▶ EXERCISE DIRECTIONS
Copy out all of the data that follows, exactly as it appears.
▬▬▬
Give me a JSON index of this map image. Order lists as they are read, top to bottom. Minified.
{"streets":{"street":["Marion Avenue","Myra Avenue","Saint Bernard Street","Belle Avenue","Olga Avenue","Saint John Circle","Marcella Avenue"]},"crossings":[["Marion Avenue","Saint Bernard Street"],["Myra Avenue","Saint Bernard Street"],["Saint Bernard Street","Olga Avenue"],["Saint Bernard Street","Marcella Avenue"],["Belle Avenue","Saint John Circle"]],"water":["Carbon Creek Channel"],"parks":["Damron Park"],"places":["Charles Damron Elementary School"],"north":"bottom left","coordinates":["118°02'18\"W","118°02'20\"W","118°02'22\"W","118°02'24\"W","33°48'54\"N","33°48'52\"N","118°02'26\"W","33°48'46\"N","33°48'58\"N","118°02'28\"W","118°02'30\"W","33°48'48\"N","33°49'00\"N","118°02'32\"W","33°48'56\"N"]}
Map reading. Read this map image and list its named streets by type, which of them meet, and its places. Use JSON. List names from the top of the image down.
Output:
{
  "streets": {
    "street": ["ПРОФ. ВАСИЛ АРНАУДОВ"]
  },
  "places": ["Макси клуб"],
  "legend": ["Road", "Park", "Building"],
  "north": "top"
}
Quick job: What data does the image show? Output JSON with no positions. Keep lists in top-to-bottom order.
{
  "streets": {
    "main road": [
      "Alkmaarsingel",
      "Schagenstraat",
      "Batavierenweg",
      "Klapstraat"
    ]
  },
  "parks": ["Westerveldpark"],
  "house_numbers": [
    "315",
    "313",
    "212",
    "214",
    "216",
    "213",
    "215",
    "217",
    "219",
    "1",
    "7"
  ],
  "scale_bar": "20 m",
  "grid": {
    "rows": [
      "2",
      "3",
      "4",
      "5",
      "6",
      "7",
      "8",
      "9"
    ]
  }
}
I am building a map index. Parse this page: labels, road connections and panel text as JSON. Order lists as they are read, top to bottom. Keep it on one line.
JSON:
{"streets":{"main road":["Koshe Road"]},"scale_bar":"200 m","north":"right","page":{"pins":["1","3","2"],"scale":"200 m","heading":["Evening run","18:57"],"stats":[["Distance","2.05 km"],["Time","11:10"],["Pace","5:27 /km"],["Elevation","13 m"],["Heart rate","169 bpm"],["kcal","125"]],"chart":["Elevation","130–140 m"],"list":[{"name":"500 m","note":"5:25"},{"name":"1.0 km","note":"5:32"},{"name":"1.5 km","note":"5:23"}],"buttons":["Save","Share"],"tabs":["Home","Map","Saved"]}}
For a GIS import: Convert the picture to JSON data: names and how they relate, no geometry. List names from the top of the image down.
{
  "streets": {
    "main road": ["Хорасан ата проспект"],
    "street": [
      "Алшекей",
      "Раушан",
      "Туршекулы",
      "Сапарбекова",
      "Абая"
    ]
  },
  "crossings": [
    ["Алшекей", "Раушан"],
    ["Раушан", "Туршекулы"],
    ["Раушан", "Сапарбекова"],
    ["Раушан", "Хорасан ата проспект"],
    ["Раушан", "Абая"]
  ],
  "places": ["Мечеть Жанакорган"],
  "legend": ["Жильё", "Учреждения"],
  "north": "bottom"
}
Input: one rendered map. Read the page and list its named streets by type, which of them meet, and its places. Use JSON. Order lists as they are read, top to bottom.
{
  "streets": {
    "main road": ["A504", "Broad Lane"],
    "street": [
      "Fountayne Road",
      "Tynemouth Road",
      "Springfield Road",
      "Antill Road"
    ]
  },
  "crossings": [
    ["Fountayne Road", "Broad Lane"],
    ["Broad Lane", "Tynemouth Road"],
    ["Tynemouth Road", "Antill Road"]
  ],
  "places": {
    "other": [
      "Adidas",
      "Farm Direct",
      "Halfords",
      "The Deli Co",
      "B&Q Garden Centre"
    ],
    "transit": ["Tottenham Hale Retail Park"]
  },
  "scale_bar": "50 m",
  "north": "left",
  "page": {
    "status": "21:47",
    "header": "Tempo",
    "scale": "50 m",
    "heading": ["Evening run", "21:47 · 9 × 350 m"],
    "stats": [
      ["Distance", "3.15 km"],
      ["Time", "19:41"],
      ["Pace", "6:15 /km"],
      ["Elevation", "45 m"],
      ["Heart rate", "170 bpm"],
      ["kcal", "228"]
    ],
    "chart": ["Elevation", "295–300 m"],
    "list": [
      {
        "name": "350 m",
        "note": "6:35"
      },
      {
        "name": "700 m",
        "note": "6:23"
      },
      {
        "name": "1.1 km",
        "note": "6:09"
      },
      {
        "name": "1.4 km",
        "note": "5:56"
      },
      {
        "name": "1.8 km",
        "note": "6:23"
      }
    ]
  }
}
▬▬▬
▶ SOLUTION TO THE EXERCISE
Give me a JSON index of this map image. Order lists as they are read, top to bottom. Minified.
{"streets":{"street":["Marion Avenue","Myra Avenue","Saint Bernard Street","Belle Avenue","Olga Avenue","Saint John Circle","Marcella Avenue"]},"crossings":[["Marion Avenue","Saint Bernard Street"],["Myra Avenue","Saint Bernard Street"],["Saint Bernard Street","Olga Avenue"],["Saint Bernard Street","Marcella Avenue"],["Belle Avenue","Saint John Circle"]],"water":["Carbon Creek Channel"],"parks":["Damron Park"],"places":["Charles Damron Elementary School"],"north":"bottom left","coordinates":["118°02'18\"W","118°02'20\"W","118°02'22\"W","118°02'24\"W","33°48'54\"N","33°48'52\"N","118°02'26\"W","33°48'46\"N","33°48'58\"N","118°02'28\"W","118°02'30\"W","33°48'48\"N","33°49'00\"N","118°02'32\"W","33°48'56\"N"]}
Map reading. Read this map image and list its named streets by type, which of them meet, and its places. Use JSON. List names from the top of the image down.
Output:
{
  "streets": {
    "street": ["ПРОФ. ВАСИЛ АРНАУДОВ"]
  },
  "places": ["Макси клуб"],
  "legend": ["Road", "Park", "Building"],
  "north": "top"
}
Quick job: What data does the image show? Output JSON with no positions. Keep lists in top-to-bottom order.
{
  "streets": {
    "main road": [
      "Alkmaarsingel",
      "Schagenstraat",
      "Batavierenweg",
      "Klapstraat"
    ]
  },
  "parks": ["Westerveldpark"],
  "house_numbers": [
    "315",
    "313",
    "212",
    "214",
    "216",
    "213",
    "215",
    "217",
    "219",
    "1",
    "7"
  ],
  "scale_bar": "20 m",
  "grid": {
    "rows": [
      "2",
      "3",
      "4",
      "5",
      "6",
      "7",
      "8",
      "9"
    ]
  }
}
I am building a map index. Parse this page: labels, road connections and panel text as JSON. Order lists as they are read, top to bottom. Keep it on one line.
JSON:
{"streets":{"main road":["Koshe Road"]},"scale_bar":"200 m","north":"right","page":{"pins":["1","3","2"],"scale":"200 m","heading":["Evening run","18:57"],"stats":[["Distance","2.05 km"],["Time","11:10"],["Pace","5:27 /km"],["Elevation","13 m"],["Heart rate","169 bpm"],["kcal","125"]],"chart":["Elevation","130–140 m"],"list":[{"name":"500 m","note":"5:25"},{"name":"1.0 km","note":"5:32"},{"name":"1.5 km","note":"5:23"}],"buttons":["Save","Share"],"tabs":["Home","Map","Saved"]}}
For a GIS import: Convert the picture to JSON data: names and how they relate, no geometry. List names from the top of the image down.
{
  "streets": {
    "main road": ["Хорасан ата проспект"],
    "street": [
      "Алшекей",
      "Раушан",
      "Туршекулы",
      "Сапарбекова",
      "Абая"
    ]
  },
  "crossings": [
    ["Алшекей", "Раушан"],
    ["Раушан", "Туршекулы"],
    ["Раушан", "Сапарбекова"],
    ["Раушан", "Хорасан ата проспект"],
    ["Раушан", "Абая"]
  ],
  "places": ["Мечеть Жанакорган"],
  "legend": ["Жильё", "Учреждения"],
  "north": "bottom"
}
Input: one rendered map. Read the page and list its named streets by type, which of them meet, and its places. Use JSON. Order lists as they are read, top to bottom.
{
  "streets": {
    "main road": ["A504", "Broad Lane"],
    "street": [
      "Fountayne Road",
      "Tynemouth Road",
      "Springfield Road",
      "Antill Road"
    ]
  },
  "crossings": [
    ["Fountayne Road", "Broad Lane"],
    ["Broad Lane", "Tynemouth Road"],
    ["Tynemouth Road", "Antill Road"]
  ],
  "places": {
    "other": [
      "Adidas",
      "Farm Direct",
      "Halfords",
      "The Deli Co",
      "B&Q Garden Centre"
    ],
    "transit": ["Tottenham Hale Retail Park"]
  },
  "scale_bar": "50 m",
  "north": "left",
  "page": {
    "status": "21:47",
    "header": "Tempo",
    "scale": "50 m",
    "heading": ["Evening run", "21:47 · 9 × 350 m"],
    "stats": [
      ["Distance", "3.15 km"],
      ["Time", "19:41"],
      ["Pace", "6:15 /km"],
      ["Elevation", "45 m"],
      ["Heart rate", "170 bpm"],
      ["kcal", "228"]
    ],
    "chart": ["Elevation", "295–300 m"],
    "list": [
      {
        "name": "350 m",
        "note": "6:35"
      },
      {
        "name": "700 m",
        "note": "6:23"
      },
      {
        "name": "1.1 km",
        "note": "6:09"
      },
      {
        "name": "1.4 km",
        "note": "5:56"
      },
      {
        "name": "1.8 km",
        "note": "6:23"
      }
    ]
  }
}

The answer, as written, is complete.